**Task goal:** Your task is to copy every line of the entries that contains "Bakti".

Task inputs Block Start

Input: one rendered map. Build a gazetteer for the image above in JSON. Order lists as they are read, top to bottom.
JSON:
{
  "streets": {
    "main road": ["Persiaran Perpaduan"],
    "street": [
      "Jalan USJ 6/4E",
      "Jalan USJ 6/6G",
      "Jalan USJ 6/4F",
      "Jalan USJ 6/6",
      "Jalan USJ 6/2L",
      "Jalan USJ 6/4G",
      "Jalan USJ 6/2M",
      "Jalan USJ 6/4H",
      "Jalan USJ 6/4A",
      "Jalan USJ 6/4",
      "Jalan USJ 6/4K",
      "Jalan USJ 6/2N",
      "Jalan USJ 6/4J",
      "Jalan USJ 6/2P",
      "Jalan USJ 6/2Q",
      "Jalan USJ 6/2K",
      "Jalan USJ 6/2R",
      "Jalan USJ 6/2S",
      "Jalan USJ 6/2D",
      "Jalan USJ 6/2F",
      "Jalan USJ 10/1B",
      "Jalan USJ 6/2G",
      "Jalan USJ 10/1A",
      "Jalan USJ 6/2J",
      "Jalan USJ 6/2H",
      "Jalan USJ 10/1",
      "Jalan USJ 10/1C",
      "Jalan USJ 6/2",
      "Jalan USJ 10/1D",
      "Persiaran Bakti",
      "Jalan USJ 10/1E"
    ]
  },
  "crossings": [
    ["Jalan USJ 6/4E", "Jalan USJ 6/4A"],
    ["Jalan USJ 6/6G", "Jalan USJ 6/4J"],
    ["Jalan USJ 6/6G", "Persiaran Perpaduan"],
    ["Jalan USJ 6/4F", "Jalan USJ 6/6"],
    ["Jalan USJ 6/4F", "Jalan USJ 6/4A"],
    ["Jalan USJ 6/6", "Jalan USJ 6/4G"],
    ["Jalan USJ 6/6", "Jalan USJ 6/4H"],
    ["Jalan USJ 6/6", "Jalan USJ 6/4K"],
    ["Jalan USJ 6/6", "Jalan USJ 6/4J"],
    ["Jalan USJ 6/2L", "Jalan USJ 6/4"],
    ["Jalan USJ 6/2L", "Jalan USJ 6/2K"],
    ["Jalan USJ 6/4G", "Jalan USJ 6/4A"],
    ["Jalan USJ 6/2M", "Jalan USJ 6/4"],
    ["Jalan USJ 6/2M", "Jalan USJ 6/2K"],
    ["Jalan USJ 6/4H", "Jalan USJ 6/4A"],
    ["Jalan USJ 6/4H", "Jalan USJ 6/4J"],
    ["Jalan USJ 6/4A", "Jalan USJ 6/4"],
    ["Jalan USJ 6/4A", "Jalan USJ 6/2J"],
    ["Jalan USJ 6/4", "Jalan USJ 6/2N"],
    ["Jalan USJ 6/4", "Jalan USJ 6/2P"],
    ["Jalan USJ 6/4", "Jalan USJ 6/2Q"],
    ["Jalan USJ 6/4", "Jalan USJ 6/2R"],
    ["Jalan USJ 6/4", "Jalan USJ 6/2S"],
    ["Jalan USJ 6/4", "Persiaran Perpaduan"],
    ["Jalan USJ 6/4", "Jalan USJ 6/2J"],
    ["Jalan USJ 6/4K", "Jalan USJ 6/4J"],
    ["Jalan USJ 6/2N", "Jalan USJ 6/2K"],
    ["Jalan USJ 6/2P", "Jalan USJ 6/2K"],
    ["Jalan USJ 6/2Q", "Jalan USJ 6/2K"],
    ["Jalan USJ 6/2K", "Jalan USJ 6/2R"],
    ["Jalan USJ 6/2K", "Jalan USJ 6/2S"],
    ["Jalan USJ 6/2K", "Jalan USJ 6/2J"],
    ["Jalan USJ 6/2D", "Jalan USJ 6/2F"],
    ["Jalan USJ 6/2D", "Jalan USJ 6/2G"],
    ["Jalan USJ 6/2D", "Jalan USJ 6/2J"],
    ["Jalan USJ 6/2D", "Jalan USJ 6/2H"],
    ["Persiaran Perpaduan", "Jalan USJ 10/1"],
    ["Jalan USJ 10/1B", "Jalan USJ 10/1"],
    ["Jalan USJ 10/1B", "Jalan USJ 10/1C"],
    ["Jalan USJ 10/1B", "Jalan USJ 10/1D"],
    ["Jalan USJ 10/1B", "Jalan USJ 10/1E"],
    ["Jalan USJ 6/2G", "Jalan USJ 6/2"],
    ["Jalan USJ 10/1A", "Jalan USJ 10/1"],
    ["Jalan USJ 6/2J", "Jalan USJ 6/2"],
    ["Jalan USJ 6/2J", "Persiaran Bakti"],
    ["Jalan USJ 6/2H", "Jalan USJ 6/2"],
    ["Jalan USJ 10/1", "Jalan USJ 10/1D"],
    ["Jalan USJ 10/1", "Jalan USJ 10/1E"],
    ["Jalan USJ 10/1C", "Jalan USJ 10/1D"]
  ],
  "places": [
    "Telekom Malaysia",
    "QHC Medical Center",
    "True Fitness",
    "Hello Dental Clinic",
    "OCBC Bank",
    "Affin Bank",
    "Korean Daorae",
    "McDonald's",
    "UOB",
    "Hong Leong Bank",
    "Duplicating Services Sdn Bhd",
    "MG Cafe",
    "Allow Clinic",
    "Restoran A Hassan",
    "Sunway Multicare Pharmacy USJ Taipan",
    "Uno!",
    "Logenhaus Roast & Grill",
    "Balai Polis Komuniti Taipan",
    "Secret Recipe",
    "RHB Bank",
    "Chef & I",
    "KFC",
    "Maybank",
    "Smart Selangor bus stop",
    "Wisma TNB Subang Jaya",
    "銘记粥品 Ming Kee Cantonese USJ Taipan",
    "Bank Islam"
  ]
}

Task inputs Block End

**Task output:**
      "Persiaran Bakti",
    ["Jalan USJ 6/2J", "Persiaran Bakti"],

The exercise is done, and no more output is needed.